### DATA

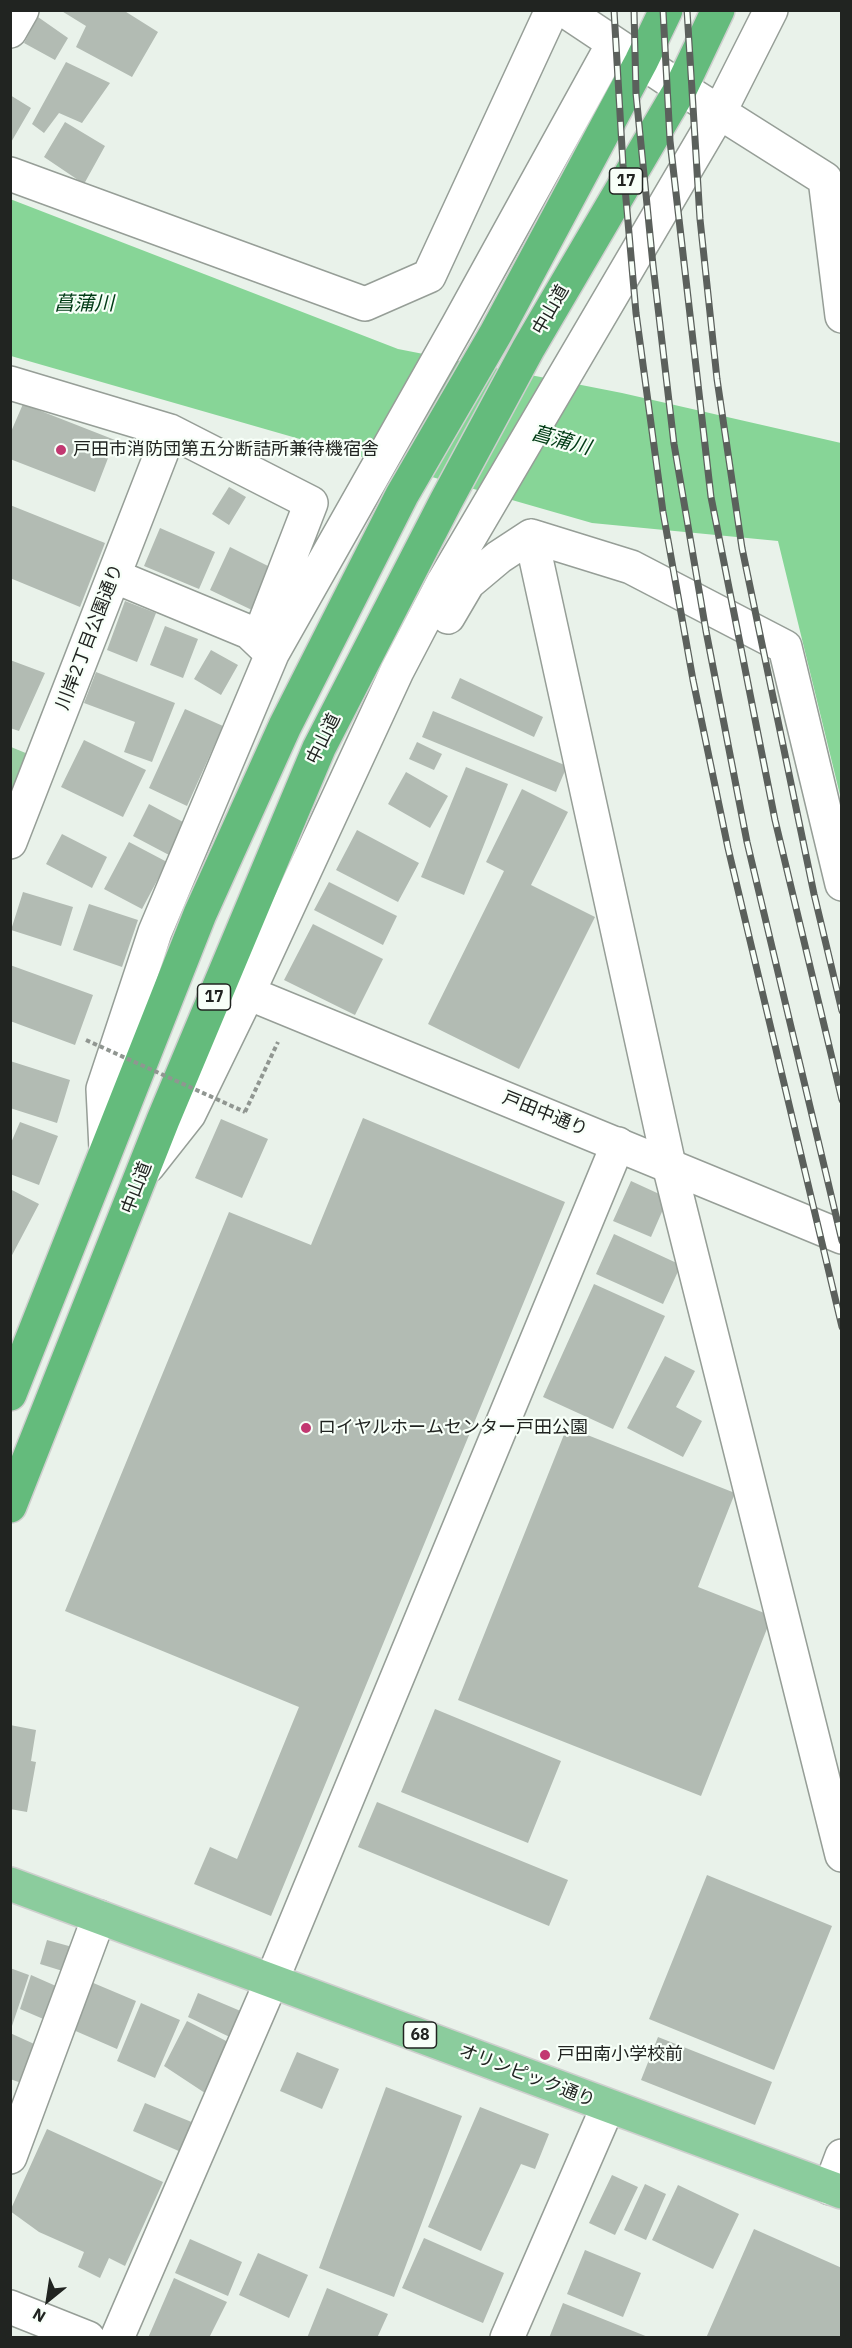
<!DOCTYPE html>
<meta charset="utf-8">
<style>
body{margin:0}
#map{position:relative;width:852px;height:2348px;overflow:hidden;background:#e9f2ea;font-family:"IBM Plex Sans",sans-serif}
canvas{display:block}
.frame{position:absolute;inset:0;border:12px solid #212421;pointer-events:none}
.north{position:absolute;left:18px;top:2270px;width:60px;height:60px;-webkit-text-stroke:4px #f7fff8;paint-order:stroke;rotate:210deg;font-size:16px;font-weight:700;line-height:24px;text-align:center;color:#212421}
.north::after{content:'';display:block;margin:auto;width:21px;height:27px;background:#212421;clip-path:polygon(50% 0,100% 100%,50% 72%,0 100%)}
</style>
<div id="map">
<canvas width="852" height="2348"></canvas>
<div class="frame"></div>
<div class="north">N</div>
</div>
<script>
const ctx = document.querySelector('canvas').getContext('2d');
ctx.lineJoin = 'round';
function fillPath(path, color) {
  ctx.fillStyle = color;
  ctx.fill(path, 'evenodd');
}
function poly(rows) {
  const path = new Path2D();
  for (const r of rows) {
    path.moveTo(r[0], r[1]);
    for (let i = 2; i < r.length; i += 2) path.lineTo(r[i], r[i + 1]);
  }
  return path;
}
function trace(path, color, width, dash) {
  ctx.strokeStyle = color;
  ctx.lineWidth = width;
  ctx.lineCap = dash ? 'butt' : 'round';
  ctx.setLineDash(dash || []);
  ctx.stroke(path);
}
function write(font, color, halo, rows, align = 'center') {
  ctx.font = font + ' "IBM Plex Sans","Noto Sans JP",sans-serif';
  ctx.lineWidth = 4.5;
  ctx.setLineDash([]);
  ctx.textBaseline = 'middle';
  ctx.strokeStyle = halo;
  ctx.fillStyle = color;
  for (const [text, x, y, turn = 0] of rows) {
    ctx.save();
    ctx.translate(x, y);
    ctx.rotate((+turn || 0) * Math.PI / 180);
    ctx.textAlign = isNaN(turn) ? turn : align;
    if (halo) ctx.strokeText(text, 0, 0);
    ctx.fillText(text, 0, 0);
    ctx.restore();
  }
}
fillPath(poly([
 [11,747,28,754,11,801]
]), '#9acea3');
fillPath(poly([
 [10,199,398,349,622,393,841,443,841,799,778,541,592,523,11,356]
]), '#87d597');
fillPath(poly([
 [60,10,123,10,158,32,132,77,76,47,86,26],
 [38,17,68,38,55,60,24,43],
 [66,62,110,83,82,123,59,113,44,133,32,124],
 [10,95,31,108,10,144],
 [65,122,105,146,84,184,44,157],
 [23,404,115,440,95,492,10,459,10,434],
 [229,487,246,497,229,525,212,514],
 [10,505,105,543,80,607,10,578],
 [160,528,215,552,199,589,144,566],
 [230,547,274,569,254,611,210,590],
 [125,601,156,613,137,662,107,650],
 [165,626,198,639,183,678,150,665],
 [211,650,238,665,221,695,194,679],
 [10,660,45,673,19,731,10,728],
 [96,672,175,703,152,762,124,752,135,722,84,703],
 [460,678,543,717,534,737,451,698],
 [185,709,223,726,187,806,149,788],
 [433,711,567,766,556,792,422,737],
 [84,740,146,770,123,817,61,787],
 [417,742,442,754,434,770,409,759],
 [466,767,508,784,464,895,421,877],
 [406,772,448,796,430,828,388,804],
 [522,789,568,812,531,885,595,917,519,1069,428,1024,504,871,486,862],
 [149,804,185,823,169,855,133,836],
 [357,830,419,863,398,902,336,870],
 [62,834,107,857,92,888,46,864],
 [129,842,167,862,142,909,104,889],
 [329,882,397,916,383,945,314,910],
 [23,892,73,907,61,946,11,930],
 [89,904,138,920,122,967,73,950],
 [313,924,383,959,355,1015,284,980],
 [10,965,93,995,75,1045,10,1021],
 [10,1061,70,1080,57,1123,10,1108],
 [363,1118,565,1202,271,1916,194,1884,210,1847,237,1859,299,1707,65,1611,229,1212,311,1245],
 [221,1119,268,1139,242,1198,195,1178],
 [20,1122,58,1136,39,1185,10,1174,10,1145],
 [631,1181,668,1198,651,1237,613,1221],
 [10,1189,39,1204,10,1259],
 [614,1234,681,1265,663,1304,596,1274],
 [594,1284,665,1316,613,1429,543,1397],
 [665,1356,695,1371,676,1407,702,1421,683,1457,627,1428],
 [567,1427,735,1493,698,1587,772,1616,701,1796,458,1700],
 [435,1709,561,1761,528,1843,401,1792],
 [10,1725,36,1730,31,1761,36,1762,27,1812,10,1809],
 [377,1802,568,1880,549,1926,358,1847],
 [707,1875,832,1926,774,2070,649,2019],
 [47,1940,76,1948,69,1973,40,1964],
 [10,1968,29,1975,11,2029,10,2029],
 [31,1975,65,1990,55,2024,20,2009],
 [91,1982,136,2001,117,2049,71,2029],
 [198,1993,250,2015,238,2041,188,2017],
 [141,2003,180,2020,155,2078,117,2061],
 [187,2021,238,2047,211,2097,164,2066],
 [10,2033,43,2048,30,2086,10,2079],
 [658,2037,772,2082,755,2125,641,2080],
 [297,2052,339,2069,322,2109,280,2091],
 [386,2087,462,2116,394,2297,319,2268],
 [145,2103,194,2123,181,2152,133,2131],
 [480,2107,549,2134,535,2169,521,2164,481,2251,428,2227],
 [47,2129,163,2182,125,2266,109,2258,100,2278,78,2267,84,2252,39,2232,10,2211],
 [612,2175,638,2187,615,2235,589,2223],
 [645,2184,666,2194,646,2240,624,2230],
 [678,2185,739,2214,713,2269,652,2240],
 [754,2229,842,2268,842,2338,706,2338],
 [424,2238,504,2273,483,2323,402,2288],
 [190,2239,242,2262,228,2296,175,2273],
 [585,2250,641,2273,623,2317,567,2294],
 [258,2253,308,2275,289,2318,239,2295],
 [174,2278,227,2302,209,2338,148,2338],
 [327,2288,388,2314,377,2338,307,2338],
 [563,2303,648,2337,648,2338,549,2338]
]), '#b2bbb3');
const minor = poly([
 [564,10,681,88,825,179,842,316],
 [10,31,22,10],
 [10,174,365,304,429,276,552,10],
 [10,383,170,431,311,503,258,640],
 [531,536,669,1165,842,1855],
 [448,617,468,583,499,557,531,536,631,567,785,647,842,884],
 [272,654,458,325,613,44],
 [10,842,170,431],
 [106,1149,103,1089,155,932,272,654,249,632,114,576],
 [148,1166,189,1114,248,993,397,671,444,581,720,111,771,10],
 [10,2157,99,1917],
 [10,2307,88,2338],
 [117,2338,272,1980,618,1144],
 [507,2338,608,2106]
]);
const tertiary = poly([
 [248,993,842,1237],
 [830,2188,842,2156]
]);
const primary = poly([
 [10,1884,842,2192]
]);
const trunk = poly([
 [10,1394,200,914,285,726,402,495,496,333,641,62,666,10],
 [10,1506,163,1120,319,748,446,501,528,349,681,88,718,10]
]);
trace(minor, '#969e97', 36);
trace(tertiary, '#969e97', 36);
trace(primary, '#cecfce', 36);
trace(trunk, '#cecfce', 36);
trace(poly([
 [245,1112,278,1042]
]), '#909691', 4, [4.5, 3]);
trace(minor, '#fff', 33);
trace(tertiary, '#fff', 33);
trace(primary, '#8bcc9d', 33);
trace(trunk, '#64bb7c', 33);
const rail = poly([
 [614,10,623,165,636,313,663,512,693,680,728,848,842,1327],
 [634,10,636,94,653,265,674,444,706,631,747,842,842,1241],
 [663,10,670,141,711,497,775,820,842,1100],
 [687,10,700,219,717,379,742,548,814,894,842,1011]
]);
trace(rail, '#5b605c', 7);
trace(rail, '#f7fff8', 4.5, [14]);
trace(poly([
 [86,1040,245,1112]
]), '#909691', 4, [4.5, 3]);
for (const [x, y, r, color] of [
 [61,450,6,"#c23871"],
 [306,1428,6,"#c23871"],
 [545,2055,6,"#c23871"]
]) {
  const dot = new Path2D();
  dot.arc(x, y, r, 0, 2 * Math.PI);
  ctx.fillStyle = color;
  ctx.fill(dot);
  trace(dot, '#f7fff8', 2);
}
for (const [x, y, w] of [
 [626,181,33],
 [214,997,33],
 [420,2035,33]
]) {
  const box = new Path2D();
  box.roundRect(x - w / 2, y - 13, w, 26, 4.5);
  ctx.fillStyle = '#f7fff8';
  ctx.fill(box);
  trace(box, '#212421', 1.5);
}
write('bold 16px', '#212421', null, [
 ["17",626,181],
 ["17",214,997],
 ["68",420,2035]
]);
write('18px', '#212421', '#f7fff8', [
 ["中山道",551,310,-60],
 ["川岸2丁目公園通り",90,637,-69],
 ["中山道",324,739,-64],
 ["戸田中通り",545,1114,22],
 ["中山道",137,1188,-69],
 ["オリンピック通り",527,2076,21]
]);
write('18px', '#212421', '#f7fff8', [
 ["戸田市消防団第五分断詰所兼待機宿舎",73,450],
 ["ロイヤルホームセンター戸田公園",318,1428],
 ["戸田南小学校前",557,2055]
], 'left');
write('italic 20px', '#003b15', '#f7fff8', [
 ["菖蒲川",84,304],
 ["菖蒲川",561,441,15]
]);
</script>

######
### DATA

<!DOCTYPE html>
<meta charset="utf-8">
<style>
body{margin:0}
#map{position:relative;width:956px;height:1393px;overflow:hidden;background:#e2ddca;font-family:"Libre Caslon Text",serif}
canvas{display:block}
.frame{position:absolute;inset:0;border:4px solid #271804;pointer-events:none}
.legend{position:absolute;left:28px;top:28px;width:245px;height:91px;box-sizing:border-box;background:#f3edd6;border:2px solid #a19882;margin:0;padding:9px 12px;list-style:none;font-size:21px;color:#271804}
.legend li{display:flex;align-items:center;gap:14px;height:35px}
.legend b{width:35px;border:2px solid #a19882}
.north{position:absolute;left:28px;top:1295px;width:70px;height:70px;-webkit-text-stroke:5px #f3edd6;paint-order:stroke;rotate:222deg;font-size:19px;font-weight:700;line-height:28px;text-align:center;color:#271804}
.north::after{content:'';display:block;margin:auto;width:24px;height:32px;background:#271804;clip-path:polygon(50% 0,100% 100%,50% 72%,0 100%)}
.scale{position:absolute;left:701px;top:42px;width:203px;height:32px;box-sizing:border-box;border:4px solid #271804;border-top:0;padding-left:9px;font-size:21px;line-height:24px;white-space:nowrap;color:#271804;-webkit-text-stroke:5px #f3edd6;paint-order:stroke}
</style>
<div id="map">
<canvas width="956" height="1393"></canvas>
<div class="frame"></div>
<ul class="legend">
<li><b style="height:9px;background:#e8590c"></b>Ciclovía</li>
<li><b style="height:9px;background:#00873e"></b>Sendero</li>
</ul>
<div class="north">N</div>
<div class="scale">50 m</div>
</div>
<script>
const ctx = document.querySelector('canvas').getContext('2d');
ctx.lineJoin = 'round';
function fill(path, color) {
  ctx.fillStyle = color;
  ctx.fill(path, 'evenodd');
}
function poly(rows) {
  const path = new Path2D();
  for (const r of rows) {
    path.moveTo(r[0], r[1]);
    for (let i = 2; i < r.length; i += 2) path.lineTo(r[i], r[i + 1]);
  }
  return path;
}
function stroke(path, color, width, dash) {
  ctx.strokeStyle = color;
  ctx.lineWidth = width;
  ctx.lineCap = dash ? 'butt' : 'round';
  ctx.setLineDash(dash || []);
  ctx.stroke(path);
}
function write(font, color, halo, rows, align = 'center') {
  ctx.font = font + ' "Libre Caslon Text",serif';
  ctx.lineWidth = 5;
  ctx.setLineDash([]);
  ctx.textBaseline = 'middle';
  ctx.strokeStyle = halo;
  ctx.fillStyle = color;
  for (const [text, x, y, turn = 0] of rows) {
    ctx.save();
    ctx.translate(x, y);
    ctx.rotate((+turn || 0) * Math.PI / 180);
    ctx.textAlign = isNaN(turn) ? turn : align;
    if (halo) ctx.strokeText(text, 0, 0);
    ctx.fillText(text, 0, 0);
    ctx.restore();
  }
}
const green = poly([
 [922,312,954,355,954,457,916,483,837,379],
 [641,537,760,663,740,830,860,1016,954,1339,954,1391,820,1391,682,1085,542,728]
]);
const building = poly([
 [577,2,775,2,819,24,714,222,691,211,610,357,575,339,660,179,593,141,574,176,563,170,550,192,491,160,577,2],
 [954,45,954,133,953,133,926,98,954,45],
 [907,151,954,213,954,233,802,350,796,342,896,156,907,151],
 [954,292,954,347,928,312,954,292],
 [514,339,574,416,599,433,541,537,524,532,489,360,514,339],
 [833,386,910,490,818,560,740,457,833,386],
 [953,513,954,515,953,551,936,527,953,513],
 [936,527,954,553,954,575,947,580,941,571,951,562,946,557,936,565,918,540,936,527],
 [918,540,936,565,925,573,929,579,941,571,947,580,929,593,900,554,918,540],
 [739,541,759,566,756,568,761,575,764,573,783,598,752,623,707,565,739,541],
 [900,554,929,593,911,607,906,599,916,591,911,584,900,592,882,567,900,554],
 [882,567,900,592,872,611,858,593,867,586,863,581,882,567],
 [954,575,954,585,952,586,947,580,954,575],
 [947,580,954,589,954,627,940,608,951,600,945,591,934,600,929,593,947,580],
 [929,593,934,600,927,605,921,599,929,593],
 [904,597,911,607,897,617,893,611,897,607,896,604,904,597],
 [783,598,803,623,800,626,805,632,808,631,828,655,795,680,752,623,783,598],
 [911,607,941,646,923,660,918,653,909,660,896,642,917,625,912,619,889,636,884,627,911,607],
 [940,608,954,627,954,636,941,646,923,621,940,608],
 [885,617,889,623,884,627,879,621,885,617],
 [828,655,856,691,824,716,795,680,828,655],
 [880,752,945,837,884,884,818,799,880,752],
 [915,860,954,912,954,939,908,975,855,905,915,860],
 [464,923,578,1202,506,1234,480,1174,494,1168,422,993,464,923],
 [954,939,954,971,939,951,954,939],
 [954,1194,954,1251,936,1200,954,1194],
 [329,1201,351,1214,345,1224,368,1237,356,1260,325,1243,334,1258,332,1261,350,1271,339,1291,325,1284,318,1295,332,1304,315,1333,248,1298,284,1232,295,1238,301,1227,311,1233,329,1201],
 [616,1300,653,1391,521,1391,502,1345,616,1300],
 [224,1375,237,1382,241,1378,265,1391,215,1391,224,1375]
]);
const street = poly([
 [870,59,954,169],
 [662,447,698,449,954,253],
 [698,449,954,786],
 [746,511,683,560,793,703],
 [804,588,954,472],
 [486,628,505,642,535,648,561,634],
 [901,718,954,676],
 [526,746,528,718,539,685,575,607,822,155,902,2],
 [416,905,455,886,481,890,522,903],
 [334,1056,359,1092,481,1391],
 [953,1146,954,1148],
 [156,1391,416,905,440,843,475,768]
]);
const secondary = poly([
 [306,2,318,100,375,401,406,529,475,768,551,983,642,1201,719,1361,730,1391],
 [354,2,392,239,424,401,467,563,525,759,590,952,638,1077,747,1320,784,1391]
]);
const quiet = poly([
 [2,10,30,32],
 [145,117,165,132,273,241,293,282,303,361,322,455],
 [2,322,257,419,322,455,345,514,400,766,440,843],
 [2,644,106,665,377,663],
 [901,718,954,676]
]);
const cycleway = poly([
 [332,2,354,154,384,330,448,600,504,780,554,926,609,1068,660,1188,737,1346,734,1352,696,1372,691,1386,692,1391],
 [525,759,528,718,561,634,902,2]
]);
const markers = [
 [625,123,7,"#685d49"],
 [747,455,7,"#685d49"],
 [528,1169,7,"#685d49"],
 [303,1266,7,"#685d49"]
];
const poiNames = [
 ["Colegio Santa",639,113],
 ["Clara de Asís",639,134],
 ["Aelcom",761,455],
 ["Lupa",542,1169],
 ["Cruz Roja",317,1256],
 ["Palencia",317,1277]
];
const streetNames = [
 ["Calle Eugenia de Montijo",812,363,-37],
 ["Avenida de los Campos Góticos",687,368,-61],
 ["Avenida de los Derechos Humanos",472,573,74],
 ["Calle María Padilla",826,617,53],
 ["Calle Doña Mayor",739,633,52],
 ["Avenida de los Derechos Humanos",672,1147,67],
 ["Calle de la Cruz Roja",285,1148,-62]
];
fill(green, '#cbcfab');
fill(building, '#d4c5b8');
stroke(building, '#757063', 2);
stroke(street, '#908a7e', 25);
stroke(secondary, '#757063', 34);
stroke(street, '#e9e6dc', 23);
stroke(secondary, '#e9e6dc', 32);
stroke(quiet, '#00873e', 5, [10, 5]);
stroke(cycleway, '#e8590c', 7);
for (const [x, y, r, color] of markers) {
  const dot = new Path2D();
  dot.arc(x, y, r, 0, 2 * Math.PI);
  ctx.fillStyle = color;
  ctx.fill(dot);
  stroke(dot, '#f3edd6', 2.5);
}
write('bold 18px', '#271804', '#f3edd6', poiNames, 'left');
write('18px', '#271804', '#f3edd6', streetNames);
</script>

######

**ASSIGNMENT:** Search the lines above for the string "function", then show every one that has it.

**RESULT FOR THIS EXERCISE:**
function fillPath(path, color) {
function poly(rows) {
function trace(path, color, width, dash) {
function write(font, color, halo, rows, align = 'center') {
function fill(path, color) {
function poly(rows) {
function stroke(path, color, width, dash) {
function write(font, color, halo, rows, align = 'center') {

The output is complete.